Effective pain management is fundamental to the quality of care and currently the majority of patients do not have good pain control after surgery. We believe that good control of pain also speeds recovery, but there is still no compelling evidence that this is so. Pain is a common reason for patients to seek healthcare and be admitted to hospitals. According to the National Center for Health Statistics, 46 million Americans undergo inpatient surgical procedures each year and experience acute surgical pain. In 2006, pain was a frequent “chief complaint” for adults who presented to emergency departments (EDs), and pain severity was reported as moderate to severe by 45% of patients in the ED.
Acute pain is “the normal, predicted physiologic response to an adverse chemical, thermal, or mechanical stimulus … associated with surgery, trauma, or acute illness.” Acute pain results from activation of the pain receptors (nociceptors) at the site of tissue damage. Acute pain is healthy pain due to nociceptive or inflammatory pathways (see mechanisms of inflammatory pain and Cells molecules and mechanisms). This type of pain generally accompanies surgery, traumatic injury, tissue damage, and inflammatory processes. Acute pain plays the vital role of providing a warning signal that something is wrong and in need of further examination. Acute pain is typically self-limited and resolves over days to weeks, but it can persist for 3 months or longer as healing occurs. Acute pain can activate the sympathetic branch of the autonomic nervous system and produce such responses as hypertension, tachycardia, diaphoresis, shallow respiration, restlessness, facial grimacing, guarding behavior, pallor, and pupil dilation. Although pain in response to tissue damage is a normal phenomenon, it may be associated with significant, unnecessary physical, psychological, and emotional distress. Inadequate relief of acute pain can contribute to hypercoagulability and impaired immunity, leading to such complications as venous thromboembolic disease and infections. Inadequately controlled acute pain can be a factor in the development of chronic pain, extended hospital stay, readmission, and patient dissatisfaction.
Such organizations as the American Society for Pain Management Nursing (ASPMN), the American Pain Society (APS), the American Society of Anesthesiologists (ASA), and the American Society of PeriAnesthesia Nurses (ASPAN) have attempted to improve the quality of pain management in the United States through formulation and publication of pain-related position statements and clinical practice guidelines. Accreditation agencies, such as the Joint Commission, have developed standards for the assessment and management of pain. Despite recognition of the widespread prevalence of pain and increased efforts to promote effective pain management, numerous studies document that pain remains inconsistently and inadequately addressed.
There has been attempts at introducing Pain as the 5th vital sign following: heart rate; blood pressure; respiratory rate; temperature. However application of measuring pain levels routinely has not led to improved pain control or prognosis. In a national telephone survey about postoperative pain, 59% of patients reported concern about experiencing postoperative pain and 80% of patients rated acute pain as moderate to severe in the first hours to days following surgery.
Poor pain management in surgical settings is known to be associated with slower recovery, greater morbidity, longer lengths of stay, lower patient satisfaction, and higher costs of care, suggesting that optimal pain care in these settings is of utmost importance in promoting acute illness management, recovery, and adaptation. VA/DoD Clinical Practice Guidelines have been developed for the management of acute post-operative pain, although the basis for many of the recommendations was by expert consensus rather than empirical evidence.

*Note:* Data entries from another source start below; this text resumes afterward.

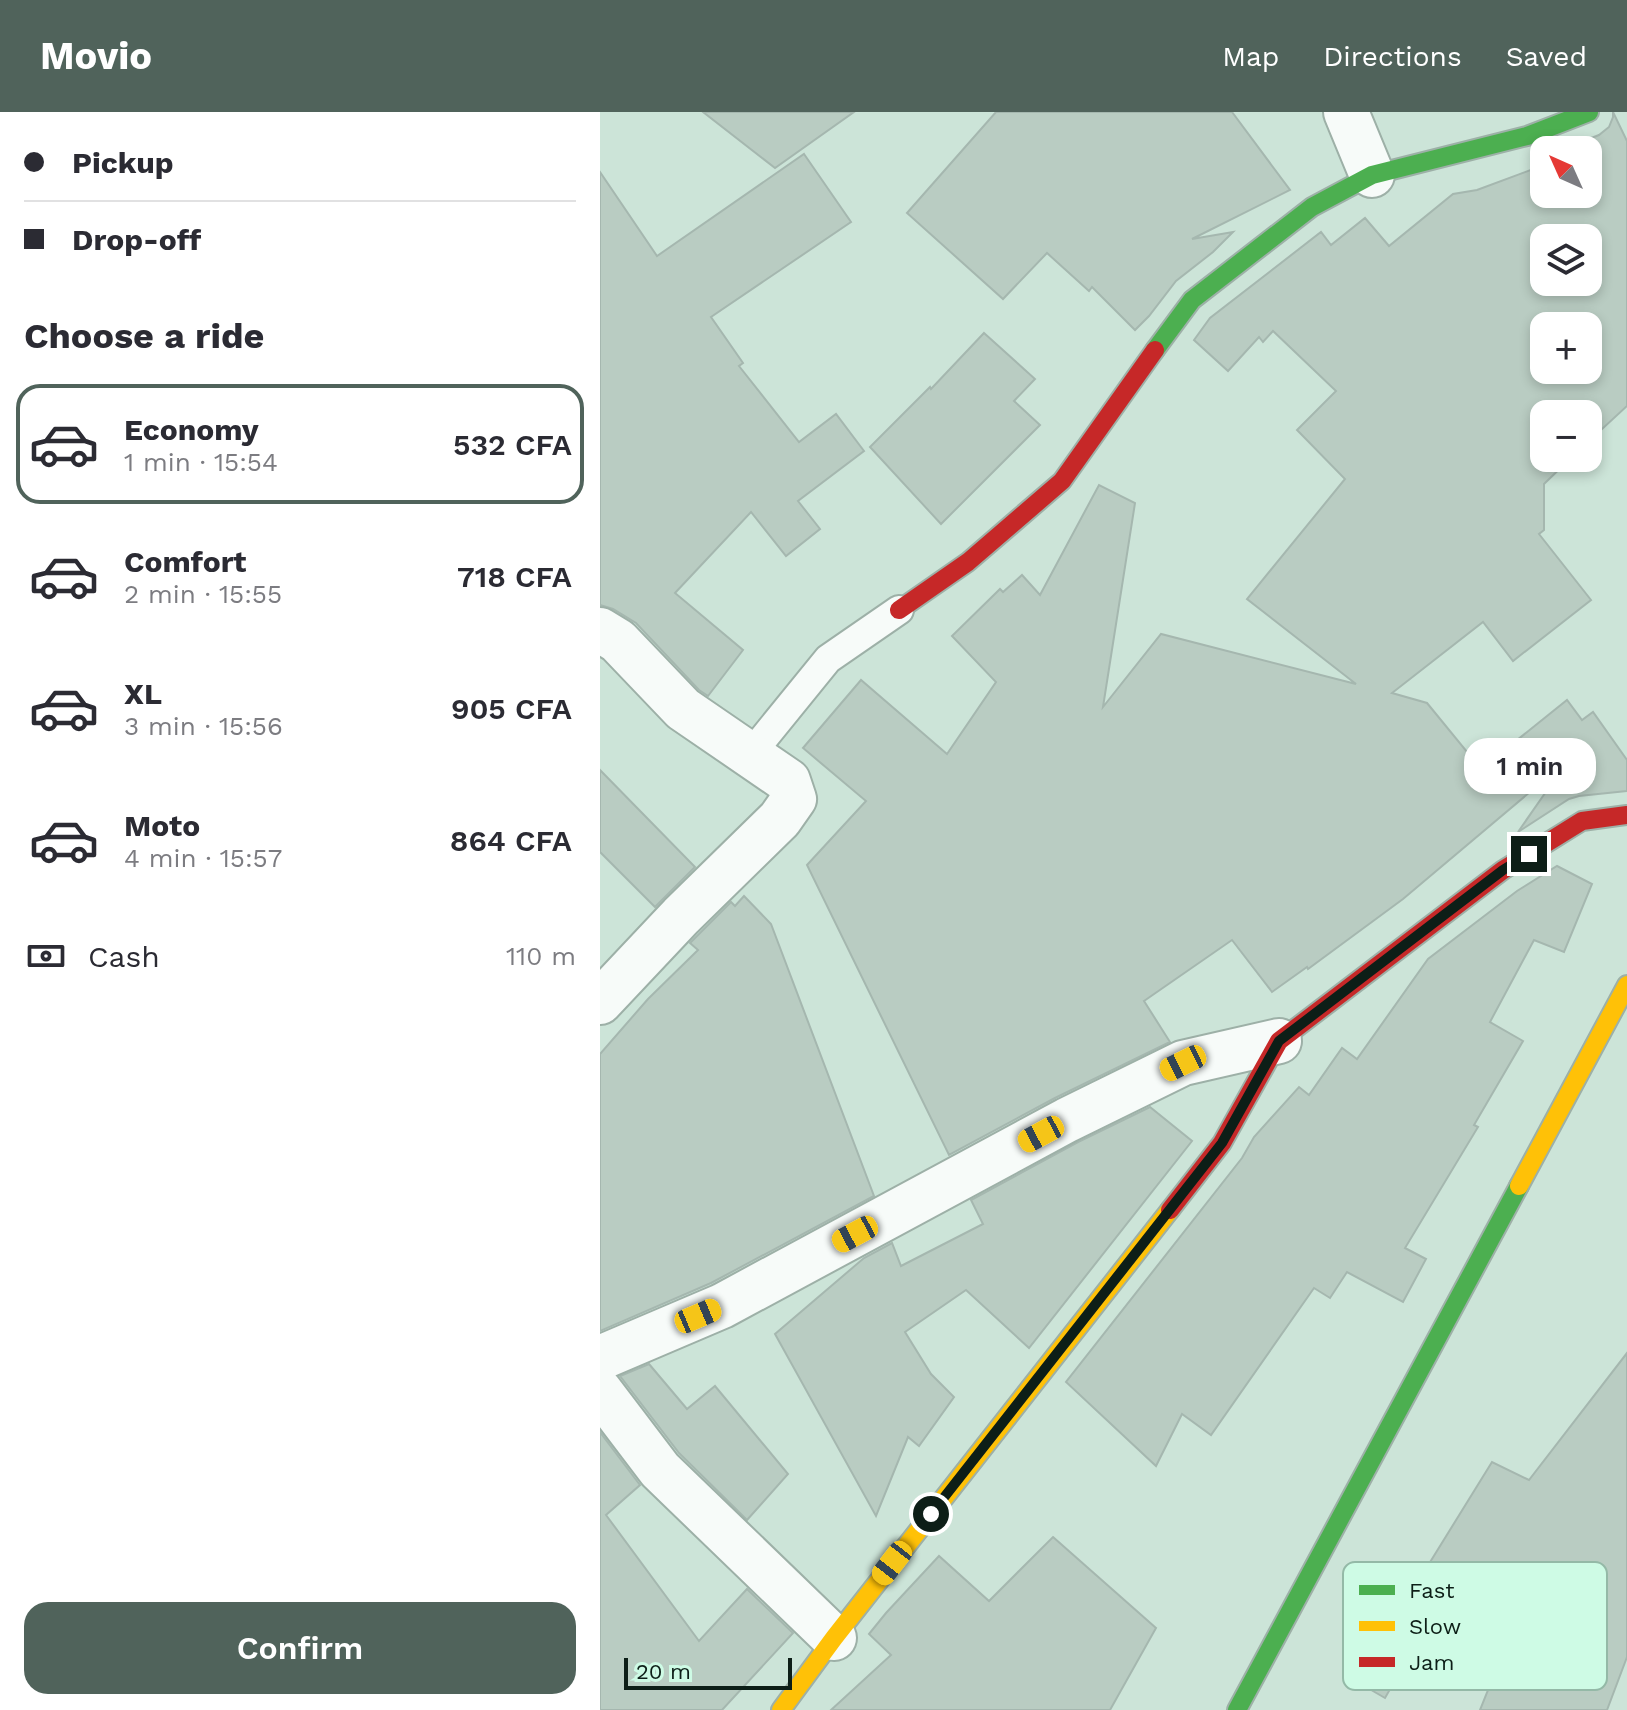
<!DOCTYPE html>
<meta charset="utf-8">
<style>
body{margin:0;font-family:"Work Sans",sans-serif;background:#f2f2f3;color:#2b2b33;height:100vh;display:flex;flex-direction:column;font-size:30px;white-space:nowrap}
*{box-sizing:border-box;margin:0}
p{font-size:26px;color:#7c7c81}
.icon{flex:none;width:44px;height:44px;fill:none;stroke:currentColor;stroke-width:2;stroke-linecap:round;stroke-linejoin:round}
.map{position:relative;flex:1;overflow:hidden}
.drawer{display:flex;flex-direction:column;background:#fff;width:600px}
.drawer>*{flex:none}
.top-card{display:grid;align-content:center;height:176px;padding:0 24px;background:#fff}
.needle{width:52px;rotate:315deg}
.controls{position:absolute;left:930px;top:24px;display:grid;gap:16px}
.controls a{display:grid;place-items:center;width:72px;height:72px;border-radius:16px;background:#fff;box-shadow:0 4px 12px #0003;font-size:40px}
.scale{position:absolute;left:24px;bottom:20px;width:168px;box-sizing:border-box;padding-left:8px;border:4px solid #0d1e17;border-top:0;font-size:22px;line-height:28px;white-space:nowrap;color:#0d1e17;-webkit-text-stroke:6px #cefbe5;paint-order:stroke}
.end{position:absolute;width:36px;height:36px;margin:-18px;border:10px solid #0d1e17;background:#fff;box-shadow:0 0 0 4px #fff}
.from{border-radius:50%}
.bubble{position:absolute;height:56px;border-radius:24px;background:#fff;box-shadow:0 4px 12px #0003;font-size:26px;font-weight:600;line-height:56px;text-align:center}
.car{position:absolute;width:24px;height:48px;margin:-24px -12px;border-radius:10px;box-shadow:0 0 6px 2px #0007;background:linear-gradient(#f5c518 24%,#345 0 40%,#f5c518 0 76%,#345 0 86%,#f5c518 0)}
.top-card b{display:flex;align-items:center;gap:28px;height:76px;font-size:30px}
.top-card b+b{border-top:2px solid #e1e1e2}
.top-card i{width:20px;height:20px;background:#2b2b33}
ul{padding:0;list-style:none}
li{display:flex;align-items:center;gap:24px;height:120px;margin:0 16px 12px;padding:0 8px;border:4px solid transparent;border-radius:24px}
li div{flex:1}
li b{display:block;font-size:30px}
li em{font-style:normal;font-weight:600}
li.active{border-color:#50635b}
li>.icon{width:72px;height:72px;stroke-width:1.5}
h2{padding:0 24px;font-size:36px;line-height:96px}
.pay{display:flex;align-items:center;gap:20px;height:88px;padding:0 24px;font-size:30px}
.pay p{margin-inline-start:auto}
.action{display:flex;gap:16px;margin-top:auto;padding:16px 24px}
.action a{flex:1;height:92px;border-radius:24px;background:#50635b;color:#fff;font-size:32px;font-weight:600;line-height:92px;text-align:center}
header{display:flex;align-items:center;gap:48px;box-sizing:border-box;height:112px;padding:0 40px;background:#50635b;color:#fff}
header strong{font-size:38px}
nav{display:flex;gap:44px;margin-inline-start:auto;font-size:28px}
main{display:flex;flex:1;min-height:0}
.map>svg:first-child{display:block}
.building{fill:#b9ccc2;stroke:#a5b7af;stroke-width:2;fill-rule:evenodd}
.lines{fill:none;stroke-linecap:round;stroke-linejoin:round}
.lane-casing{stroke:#9db0a7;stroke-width:32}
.street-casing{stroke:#9db0a7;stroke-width:48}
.fast-casing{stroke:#9db0a7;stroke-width:22}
.slow-casing{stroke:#9db0a7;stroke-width:22}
.jam-casing{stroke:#9db0a7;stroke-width:22}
.lane{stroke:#f7fbf9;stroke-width:28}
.street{stroke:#f7fbf9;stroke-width:44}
.fast{stroke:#4caf50;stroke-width:18}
.slow{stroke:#ffc107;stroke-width:18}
.jam{stroke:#c62828;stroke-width:18}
.route{stroke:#0d1e17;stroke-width:10}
.key{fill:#cefbe5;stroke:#94b9a7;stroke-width:2}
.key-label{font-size:22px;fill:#0d1e17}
</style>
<header>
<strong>Movio</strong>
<nav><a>Map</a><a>Directions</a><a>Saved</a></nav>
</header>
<main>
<section class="drawer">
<div class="top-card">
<b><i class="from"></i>Pickup</b>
<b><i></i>Drop-off</b>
</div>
<h2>Choose a ride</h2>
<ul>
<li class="active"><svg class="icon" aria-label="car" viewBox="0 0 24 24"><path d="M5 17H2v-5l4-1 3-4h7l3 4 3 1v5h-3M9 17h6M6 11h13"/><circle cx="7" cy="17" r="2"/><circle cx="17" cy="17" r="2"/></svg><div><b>Economy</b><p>1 min · 15:54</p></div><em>532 CFA</em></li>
<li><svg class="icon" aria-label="car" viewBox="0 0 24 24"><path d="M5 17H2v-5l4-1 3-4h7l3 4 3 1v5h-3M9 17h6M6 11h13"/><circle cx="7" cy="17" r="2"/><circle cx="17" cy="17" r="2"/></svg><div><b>Comfort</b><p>2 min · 15:55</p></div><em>718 CFA</em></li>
<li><svg class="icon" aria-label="car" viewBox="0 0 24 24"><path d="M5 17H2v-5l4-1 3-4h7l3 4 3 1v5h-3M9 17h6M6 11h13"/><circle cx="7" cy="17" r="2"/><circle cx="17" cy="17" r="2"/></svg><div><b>XL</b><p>3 min · 15:56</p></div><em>905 CFA</em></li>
<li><svg class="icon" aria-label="car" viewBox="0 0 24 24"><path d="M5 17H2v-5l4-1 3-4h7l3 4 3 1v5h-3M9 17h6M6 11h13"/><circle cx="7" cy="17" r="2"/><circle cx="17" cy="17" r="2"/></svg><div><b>Moto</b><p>4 min · 15:57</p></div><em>864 CFA</em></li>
</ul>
<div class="pay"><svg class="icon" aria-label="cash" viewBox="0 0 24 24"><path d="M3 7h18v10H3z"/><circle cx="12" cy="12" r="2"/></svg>Cash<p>110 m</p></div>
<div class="action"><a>Confirm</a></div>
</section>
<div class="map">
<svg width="1027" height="1598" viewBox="0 0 1027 1598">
<rect width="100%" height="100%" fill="#cce4d8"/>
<g class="building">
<path d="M 103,0 L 254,0 L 175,56 Z"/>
<path d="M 396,0 L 632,0 L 690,78 L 592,127 L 633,120 L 613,140 L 576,169 L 549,204 L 535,218 L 492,175 L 489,179 L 447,141 L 403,187 L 307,101 Z"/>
<path d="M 1013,0 L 1027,29 L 1027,294 L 988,330 L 988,302 L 944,302 L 944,346 L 971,346 L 944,372 L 944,418 L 939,422 L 991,488 L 913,549 L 883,510 L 792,581 L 827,591 L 881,657 L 967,588 L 982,608 L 993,600 L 1027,648 L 1027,679 L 979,684 L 969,687 L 918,720 L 950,674 L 943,669 L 803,787 L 708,857 L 707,855 L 672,880 L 632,828 L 544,889 L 570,930 L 455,986 L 349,1043 L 207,753 L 266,689 L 203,636 L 261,568 L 347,642 L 396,570 L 352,524 L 400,477 L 403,480 L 422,463 L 440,483 L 499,373 L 535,391 L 503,595 L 561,522 L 756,572 L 647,487 L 745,367 L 697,318 L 736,279 L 673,219 L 663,230 L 659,225 L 628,259 L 594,228 L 610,206 L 721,120 L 731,133 L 765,106 L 789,134 L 853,82 L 877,78 L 944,53 L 944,82 L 988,82 L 988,38 L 960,38 L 999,23 L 1009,15 L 1013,5 ZM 944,126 L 988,126 L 988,170 L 944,170 ZM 944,214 L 988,214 L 988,258 L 944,258 Z"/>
<path d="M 204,42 L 251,110 L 111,205 L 143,251 L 139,254 L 199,330 L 236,302 L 264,339 L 198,389 L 220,417 L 186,444 L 151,400 L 75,481 L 143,538 L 108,584 L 99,578 L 36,511 L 13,497 L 0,493 L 0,60 L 57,144 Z"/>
<path d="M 384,221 L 435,267 L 414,289 L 440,313 L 341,412 L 270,335 L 330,275 L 331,277 Z"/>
<path d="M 0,658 L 95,755 L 55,795 L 0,740 Z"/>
<path d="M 957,754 L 992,772 L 964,840 L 934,828 L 890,910 L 923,929 L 874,1013 L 878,1015 L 805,1136 L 826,1147 L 803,1190 L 747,1160 L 730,1186 L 714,1176 L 611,1323 L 582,1302 L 556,1354 L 466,1270 L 642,1046 L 654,1025 L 699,975 L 709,983 L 742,936 L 757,947 L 828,847 L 917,779 Z"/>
<path d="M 144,784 L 171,812 L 274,1084 L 111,1171 L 0,1219 L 0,942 L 48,887 L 98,838 L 90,831 L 131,790 L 135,794 Z"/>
<path d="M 550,995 L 592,1029 L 429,1236 L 366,1178 L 305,1220 L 331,1262 L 354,1285 L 319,1334 L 308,1325 L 276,1404 L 175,1222 L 264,1146 L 292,1131 L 301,1154 L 383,1112 L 371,1088 L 478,1030 Z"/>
<path d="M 1027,1241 L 1027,1545 L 1007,1598 L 880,1598 L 898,1553 L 793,1510 L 892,1350 L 929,1368 Z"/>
<path d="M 49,1252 L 87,1297 L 115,1274 L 188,1362 L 147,1408 L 79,1341 L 20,1264 Z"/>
<path d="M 0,1320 L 40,1373 L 6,1403 L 99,1529 L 147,1477 L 193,1521 L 122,1598 L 0,1598 Z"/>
<path d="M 453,1425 L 556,1516 L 510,1598 L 231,1598 L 291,1543 L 269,1522 L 286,1501 L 339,1444 L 389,1489 Z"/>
<path d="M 777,1510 L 816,1532 L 785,1586 L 747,1564 Z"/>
</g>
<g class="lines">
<g class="lane-casing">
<path id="lane" d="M 150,643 L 228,547 L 299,498"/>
</g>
<g class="street-casing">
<g id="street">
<path d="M 746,0 L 772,63"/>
<path d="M 0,518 L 18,529 L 83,597 L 188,669 L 194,687 L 180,707 L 81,804 L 0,890"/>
<path d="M 0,1246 L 122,1194 L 467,1008 L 583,951 L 679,929"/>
<path d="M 0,1279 L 60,1358 L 234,1526"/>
</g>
</g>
<g class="fast-casing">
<g id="fast">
<path d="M 555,238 L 592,188 L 712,95 L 772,63 L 927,24 L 989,0"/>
<path d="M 637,1598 L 919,1074"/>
</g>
</g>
<g class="slow-casing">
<g id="slow">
<path d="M 919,1074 L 1027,873"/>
<path d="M 181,1598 L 234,1526 L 570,1098"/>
</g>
</g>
<g class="jam-casing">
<g id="jam">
<path d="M 299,498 L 368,450 L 462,369 L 555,238"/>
<path d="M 570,1098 L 622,1031 L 679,929 L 903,758 L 982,709 L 1027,703"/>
</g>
</g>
<use href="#lane" class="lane"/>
<use href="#street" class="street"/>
<use href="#fast" class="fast"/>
<use href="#slow" class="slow"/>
<use href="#jam" class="jam"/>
</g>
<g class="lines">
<path class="route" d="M 331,1402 L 622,1031 L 679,929 L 903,758 L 929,742"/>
</g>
<rect x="743" y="1450" width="264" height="128" rx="12" class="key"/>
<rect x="759" y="1473" width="36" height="10" fill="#4caf50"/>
<rect x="759" y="1509" width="36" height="10" fill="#ffc107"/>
<rect x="759" y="1545" width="36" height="10" fill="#c62828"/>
<g class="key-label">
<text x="809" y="1486">Fast</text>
<text x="809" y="1522">Slow</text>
<text x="809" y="1558">Jam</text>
</g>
</svg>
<div class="controls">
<a><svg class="needle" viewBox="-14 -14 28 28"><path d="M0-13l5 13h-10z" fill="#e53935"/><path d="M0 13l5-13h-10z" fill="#7c7c81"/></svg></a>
<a><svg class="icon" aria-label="layers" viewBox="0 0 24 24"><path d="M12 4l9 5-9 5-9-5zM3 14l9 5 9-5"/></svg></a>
<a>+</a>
<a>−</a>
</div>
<div class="scale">20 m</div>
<i class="end from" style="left:331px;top:1402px"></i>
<i class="end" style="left:929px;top:742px"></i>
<div class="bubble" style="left:864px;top:626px;width:132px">1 min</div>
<i class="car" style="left:583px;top:951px;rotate:244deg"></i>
<i class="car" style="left:441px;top:1022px;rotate:242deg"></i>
<i class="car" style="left:255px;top:1122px;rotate:242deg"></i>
<i class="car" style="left:98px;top:1204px;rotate:67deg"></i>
<i class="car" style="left:292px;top:1451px;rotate:218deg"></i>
</div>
</main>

The prevalence of pain on the inpatient medical ward is lower than that of a surgical service, but is still substantial. In one hospital survey, 43% of medical ward patients experienced pain, and 12% reported unbearable pain. There are currently no pain-relevant performance measures in place that can support efforts to enhance pain care in these settings, and research on pain management in nonsurgical, nonmalignant acute pain is sparse.
Acute pain management will vary dependent upon several factors;
- Patient demographics
- Type of surgery
- Site of pain
- Patient health
It must be acknowledged that even seemingly innocuous over the counter (OTC) analgesics have risks and side effects. In 2010 in the US, 16,665 people died from opioid-related overdoses. That is a four-fold increase from 1999 when only 4,030 such deaths occurred. And the number of opioid prescriptions written has doubled from 109 million in 1998 to 219 million in 2011.)
This is a comprehensive plan for acute pain management.
Acute dental pain or post surgical pain (see also acute orofacial pain lecture, dental pain) is best managed by either removing the cause for pain (non-vital tooth pulp, poor prognosis tooth, foreign body) with appropriate post surgical pain management, for evidence see Paper evidence for analgesic PDF and Summary paper Hargreaves summit.